Winter Wheat Nitrogen Management in the 18- to 25-inch Precipitation Zone

Roger Veseth

The need for improved nitrogen (N) fertilizer use efficiency in winter wheat is increasing from both production efficiency and environmental standpoints. Improved fertilizer use efficiency would increase farm profits and reduce the potential for pollution of surface and groundwater. Selection of placement method, timing and rate of applied N fertilizer can influence use efficiency, crop production potential and environmental impacts.

Nitrogen fertilizer rates should be based on soil test results and realistic yield potentials for available water.

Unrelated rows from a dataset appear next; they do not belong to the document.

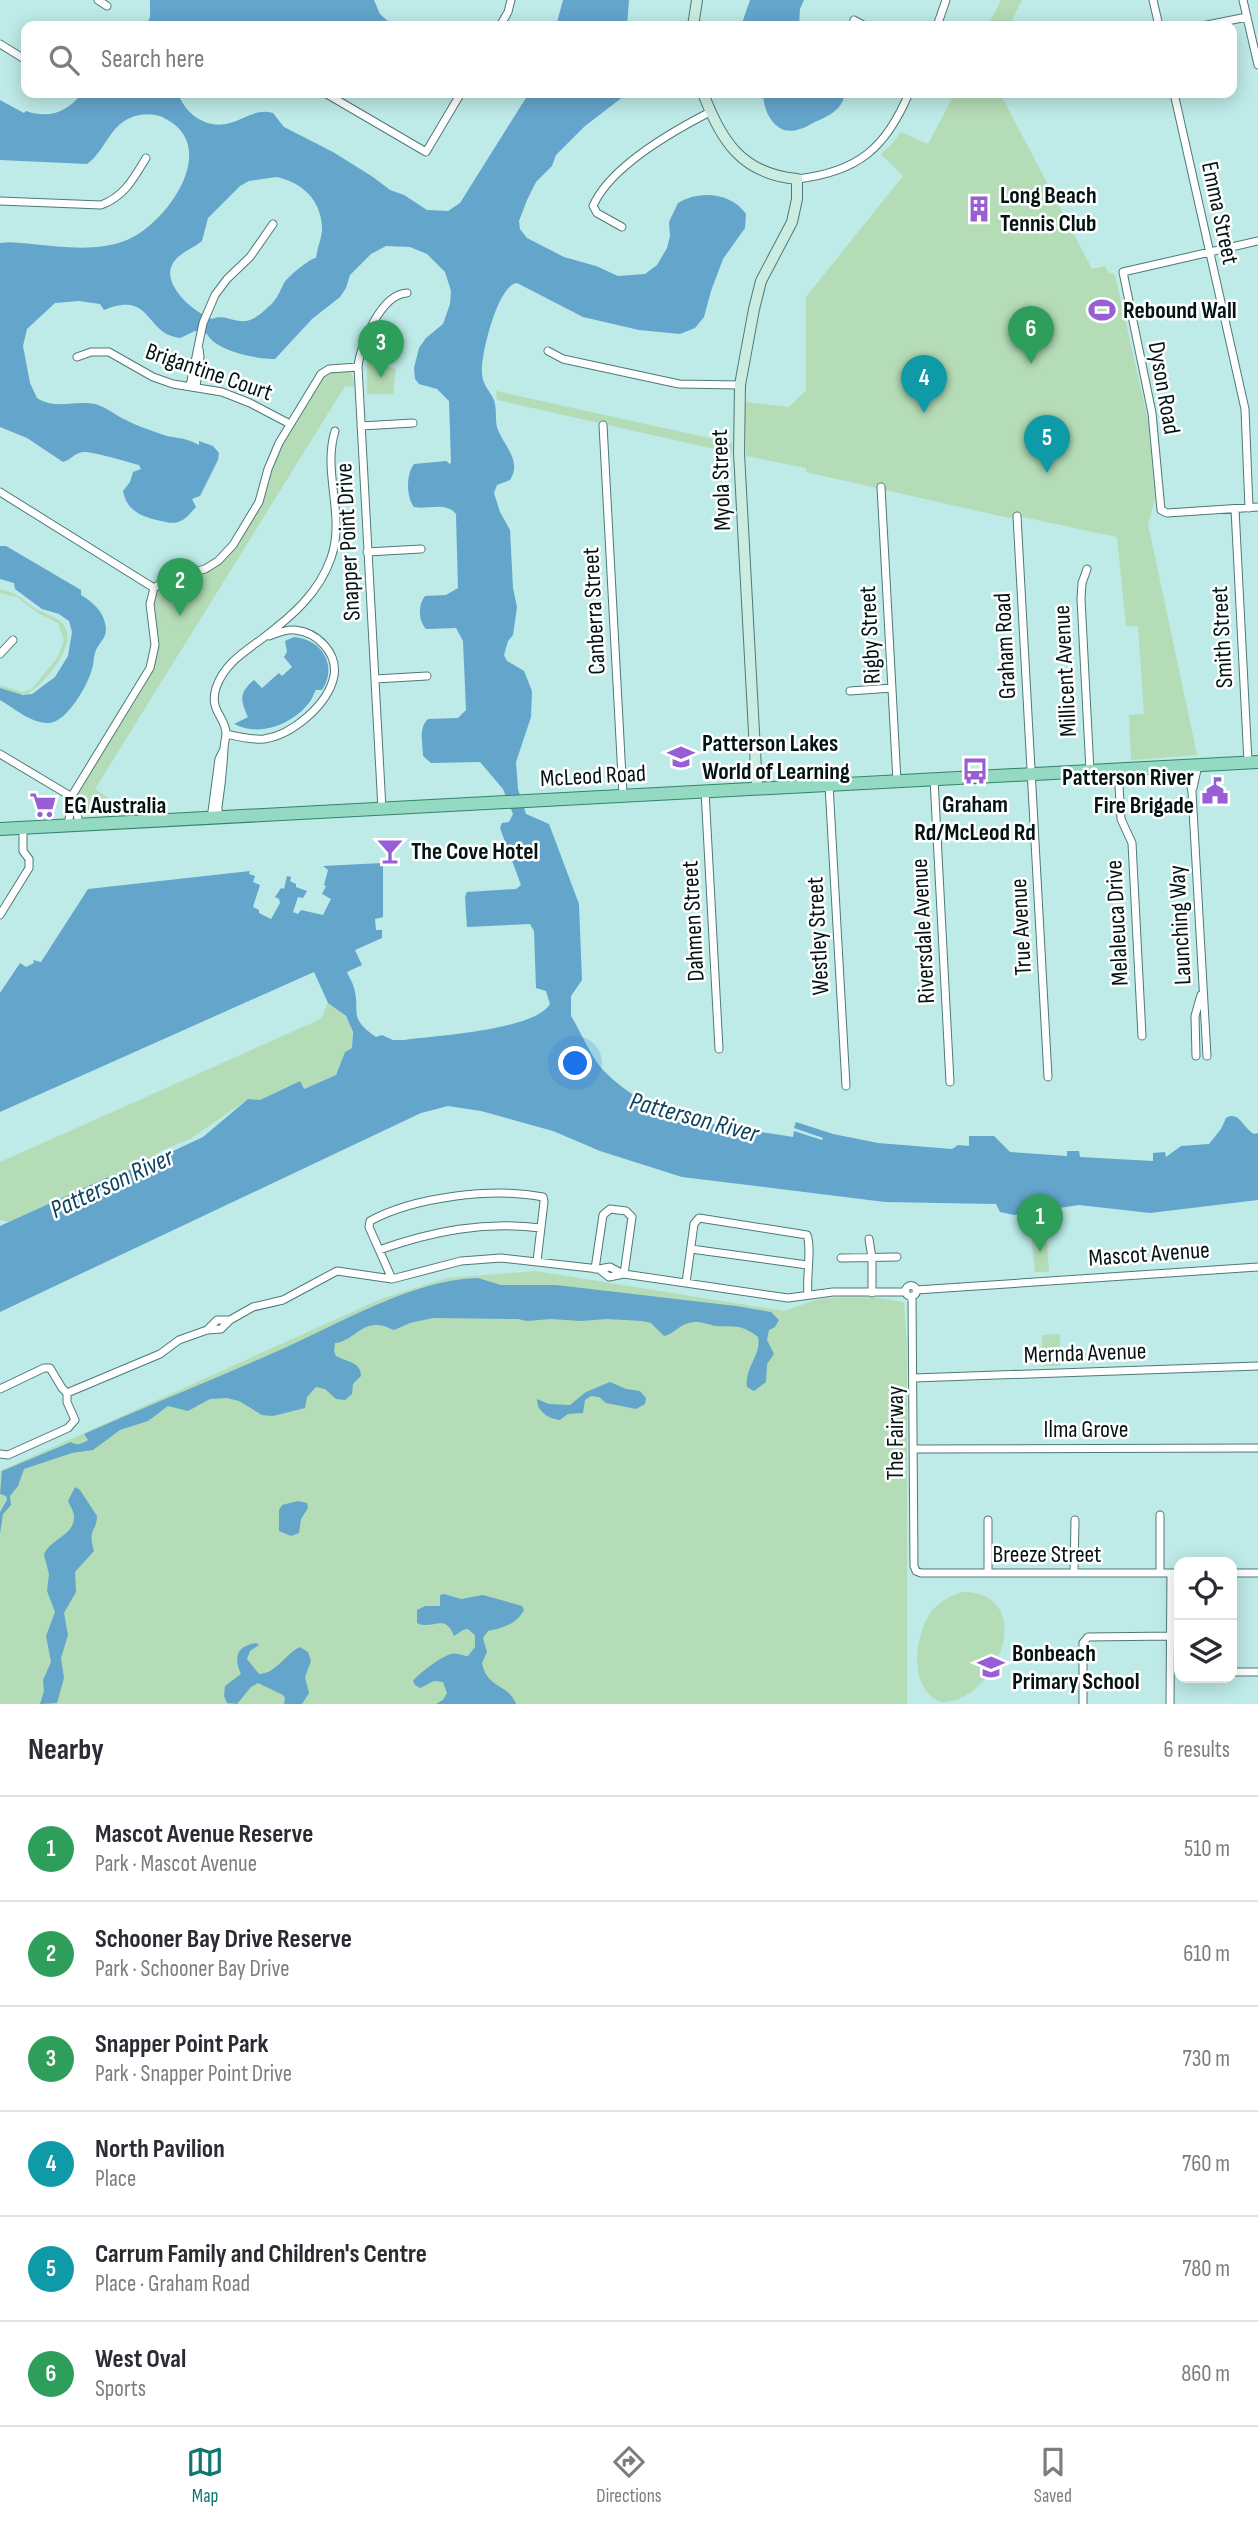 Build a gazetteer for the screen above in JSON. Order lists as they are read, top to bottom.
{
  "streets": {
    "main road": ["McLeod Road"],
    "street": [
      "Emma Street",
      "Brigantine Court",
      "Dyson Road",
      "Myola Street",
      "Snapper Point Drive",
      "Canberra Street",
      "Rigby Street",
      "Smith Street",
      "Graham Road",
      "Millicent Avenue",
      "Dahmen Street",
      "Melaleuca Drive",
      "Launching Way",
      "True Avenue",
      "Riversdale Avenue",
      "Westley Street",
      "Mascot Avenue",
      "Mernda Avenue",
      "Ilma Grove",
      "The Fairway",
      "Breeze Street"
    ]
  },
  "crossings": [
    ["Emma Street", "Dyson Road"],
    ["Dyson Road", "Smith Street"],
    ["Myola Street", "McLeod Road"],
    ["Snapper Point Drive", "McLeod Road"],
    ["Canberra Street", "McLeod Road"],
    ["Rigby Street", "McLeod Road"],
    ["Smith Street", "McLeod Road"],
    ["Graham Road", "McLeod Road"],
    ["Graham Road", "True Avenue"],
    ["Millicent Avenue", "McLeod Road"],
    ["McLeod Road", "Dahmen Street"],
    ["McLeod Road", "Melaleuca Drive"],
    ["McLeod Road", "Launching Way"],
    ["McLeod Road", "True Avenue"],
    ["McLeod Road", "Riversdale Avenue"],
    ["McLeod Road", "Westley Street"],
    ["Mascot Avenue", "The Fairway"],
    ["Mernda Avenue", "The Fairway"],
    ["Ilma Grove", "The Fairway"],
    ["The Fairway", "Breeze Street"]
  ],
  "water": ["Patterson River"],
  "places": {
    "building": ["Long Beach Tennis Club"],
    "sports": ["Rebound Wall"],
    "school or university": ["Patterson Lakes World of Learning", "Bonbeach Primary School"],
    "bus stop": ["Graham Rd/McLeod Rd"],
    "public building": ["Patterson River Fire Brigade"],
    "supermarket": ["EG Australia"],
    "bar": ["The Cove Hotel"]
  },
  "page": {
    "search": "Search here",
    "pins": [
      "6",
      "3",
      "4",
      "5",
      "2",
      "1"
    ],
    "heading": ["Nearby", "6 results"],
    "list": [
      {
        "mark": "1",
        "name": "Mascot Avenue Reserve",
        "note": "Park · Mascot Avenue",
        "value": "510 m"
      },
      {
        "mark": "2",
        "name": "Schooner Bay Drive Reserve",
        "note": "Park · Schooner Bay Drive",
        "value": "610 m"
      },
      {
        "mark": "3",
        "name": "Snapper Point Park",
        "note": "Park · Snapper Point Drive",
        "value": "730 m"
      },
      {
        "mark": "4",
        "name": "North Pavilion",
        "note": "Place",
        "value": "760 m"
      },
      {
        "mark": "5",
        "name": "Carrum Family and Children's Centre",
        "note": "Place · Graham Road",
        "value": "780 m"
      },
      {
        "mark": "6",
        "name": "West Oval",
        "note": "Sports",
        "value": "860 m"
      }
    ],
    "nav": ["Map", "Directions", "Saved"]
  }
}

Timing and placement of N fertilizer are influenced by amount and distribution of precipitation and soil factors. Together these determine N availability to the winter wheat crop and potential for losses to the environment.

Improving N Use Efficiency

Improving N fertilizer use efficiency has been a research focus of several soil scientists in the Pacific Northwest, particularly those involved in the STEEP (Solutions To Environmental and Economic Problems) research program on conservation farming in Idaho, Oregon and Washington.

Two soils researchers who have been addressing this topic in the STEEP effort are Robert Mahler, at the University of Idaho in Moscow, and Fred Koehler, at Washington State University in Pullman. The results of their research, and related research projects in the Northwest, have shown that climatic and soil conditions strongly influence management choices to improve N fertilizer use efficiency, achieve desired yields and reduce N losses.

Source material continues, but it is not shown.